- TASK GOAL -
The stretch wanted below opens at the line containing "Enumerate the labels" and closes at the line containing "Find all labels, symbols". Please return it exactly, with no other lines.

RECORDS SUPPLIED START

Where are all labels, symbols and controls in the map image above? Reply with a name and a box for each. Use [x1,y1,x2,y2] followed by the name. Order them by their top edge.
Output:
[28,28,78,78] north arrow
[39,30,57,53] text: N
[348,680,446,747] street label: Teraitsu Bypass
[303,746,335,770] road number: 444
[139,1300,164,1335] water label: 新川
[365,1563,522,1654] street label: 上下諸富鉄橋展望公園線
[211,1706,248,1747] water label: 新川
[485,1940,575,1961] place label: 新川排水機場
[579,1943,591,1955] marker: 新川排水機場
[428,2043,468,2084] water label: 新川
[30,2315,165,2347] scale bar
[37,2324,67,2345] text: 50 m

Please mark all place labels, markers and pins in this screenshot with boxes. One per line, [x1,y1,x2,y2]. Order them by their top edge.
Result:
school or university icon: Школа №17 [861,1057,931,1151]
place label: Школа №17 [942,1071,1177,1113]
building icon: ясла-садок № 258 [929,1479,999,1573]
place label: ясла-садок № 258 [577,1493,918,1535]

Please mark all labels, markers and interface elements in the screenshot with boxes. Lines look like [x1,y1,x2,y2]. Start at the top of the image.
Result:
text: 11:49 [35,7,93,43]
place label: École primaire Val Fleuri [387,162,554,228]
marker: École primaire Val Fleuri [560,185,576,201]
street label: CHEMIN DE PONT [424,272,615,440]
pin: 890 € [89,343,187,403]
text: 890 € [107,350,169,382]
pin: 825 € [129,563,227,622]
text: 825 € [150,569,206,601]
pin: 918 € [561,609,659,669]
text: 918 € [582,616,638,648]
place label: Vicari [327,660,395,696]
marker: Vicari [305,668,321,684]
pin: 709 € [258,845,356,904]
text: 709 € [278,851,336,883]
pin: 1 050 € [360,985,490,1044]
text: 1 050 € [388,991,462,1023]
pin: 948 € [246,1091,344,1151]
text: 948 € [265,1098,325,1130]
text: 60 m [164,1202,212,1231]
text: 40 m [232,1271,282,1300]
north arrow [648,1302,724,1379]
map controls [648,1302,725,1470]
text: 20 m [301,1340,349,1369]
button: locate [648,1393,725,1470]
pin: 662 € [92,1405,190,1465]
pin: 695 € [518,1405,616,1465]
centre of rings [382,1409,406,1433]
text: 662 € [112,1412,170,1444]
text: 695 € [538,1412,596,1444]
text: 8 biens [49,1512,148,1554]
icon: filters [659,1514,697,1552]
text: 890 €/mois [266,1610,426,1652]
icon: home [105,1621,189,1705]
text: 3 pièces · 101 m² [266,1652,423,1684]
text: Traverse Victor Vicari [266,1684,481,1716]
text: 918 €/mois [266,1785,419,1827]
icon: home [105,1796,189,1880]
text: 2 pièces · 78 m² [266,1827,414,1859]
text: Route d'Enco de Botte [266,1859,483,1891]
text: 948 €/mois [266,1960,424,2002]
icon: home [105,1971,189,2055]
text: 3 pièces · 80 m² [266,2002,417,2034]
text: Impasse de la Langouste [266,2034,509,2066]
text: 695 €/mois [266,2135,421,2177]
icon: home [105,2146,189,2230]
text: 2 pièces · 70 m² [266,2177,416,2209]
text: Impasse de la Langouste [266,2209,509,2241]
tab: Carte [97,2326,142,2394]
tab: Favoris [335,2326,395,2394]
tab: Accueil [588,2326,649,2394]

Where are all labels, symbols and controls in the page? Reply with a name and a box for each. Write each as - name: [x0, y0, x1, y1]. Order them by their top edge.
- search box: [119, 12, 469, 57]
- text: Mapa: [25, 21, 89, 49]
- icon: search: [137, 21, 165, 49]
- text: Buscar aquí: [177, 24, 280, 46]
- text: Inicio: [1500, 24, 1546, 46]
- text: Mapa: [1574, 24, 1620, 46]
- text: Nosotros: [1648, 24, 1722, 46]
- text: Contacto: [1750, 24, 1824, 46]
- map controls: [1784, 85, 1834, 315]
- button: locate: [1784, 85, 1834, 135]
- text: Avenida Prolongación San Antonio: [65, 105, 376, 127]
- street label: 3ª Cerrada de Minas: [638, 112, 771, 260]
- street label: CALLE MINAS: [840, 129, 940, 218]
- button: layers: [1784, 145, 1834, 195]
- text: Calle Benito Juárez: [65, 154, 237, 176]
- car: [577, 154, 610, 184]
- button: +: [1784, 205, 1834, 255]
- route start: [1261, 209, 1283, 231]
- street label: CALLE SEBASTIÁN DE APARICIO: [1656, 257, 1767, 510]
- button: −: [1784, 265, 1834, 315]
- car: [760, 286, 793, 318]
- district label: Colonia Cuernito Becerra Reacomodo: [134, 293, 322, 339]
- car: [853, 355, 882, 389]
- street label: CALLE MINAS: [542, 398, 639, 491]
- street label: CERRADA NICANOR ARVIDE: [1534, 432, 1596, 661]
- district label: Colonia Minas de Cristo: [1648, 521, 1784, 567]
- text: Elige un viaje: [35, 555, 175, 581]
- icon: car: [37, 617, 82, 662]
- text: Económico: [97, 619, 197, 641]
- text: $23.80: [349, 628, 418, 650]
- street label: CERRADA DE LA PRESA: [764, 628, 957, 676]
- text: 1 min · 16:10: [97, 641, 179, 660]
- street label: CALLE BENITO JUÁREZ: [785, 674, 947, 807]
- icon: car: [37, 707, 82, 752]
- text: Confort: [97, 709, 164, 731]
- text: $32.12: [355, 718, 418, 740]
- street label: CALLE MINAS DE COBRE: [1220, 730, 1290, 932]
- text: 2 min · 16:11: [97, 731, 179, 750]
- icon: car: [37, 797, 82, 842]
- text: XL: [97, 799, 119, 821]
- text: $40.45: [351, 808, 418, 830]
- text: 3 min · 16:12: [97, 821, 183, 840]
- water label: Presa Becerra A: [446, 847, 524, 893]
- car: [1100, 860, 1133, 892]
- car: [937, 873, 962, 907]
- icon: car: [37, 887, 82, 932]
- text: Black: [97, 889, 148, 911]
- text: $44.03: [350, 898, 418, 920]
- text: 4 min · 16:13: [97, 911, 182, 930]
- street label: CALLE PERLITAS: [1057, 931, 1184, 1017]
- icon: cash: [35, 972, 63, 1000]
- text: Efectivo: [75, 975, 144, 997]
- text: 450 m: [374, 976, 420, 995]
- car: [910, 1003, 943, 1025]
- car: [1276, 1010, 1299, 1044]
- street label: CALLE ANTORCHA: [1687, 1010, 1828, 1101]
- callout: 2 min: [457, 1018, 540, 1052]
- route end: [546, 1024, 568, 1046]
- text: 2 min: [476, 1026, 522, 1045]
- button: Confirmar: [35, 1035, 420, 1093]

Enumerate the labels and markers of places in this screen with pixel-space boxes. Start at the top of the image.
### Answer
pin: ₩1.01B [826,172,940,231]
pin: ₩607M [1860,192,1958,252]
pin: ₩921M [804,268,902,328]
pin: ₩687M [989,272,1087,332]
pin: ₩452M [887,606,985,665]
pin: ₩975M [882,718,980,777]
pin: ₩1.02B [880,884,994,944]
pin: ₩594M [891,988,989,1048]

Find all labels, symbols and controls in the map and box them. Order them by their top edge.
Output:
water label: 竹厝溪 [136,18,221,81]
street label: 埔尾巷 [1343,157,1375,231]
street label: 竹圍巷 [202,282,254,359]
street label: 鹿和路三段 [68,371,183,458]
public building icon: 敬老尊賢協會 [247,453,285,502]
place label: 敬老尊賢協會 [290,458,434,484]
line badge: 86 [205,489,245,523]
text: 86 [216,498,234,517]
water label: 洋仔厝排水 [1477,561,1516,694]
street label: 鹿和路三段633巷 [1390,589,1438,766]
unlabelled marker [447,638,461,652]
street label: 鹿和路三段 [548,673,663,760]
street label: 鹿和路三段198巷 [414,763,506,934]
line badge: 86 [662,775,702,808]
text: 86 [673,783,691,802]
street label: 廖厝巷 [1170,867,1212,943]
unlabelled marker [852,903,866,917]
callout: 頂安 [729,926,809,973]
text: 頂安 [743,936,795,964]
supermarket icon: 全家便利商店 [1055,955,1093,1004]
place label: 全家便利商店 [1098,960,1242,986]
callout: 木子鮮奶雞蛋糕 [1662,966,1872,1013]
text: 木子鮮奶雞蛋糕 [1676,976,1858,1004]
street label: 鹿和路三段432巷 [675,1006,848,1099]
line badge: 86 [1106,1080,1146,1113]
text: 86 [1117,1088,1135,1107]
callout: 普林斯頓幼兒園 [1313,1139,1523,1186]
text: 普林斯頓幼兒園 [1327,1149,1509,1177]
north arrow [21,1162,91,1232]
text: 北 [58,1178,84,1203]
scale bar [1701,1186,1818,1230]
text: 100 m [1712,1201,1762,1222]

RECORDS SUPPLIED END

- YOUR SOLUTION -
Enumerate the labels and markers of places in this screen with pixel-space boxes. Start at the top of the image.
### Answer
pin: ₩1.01B [826,172,940,231]
pin: ₩607M [1860,192,1958,252]
pin: ₩921M [804,268,902,328]
pin: ₩687M [989,272,1087,332]
pin: ₩452M [887,606,985,665]
pin: ₩975M [882,718,980,777]
pin: ₩1.02B [880,884,994,944]
pin: ₩594M [891,988,989,1048]

Find all labels, symbols and controls in the map and box them. Order them by their top edge.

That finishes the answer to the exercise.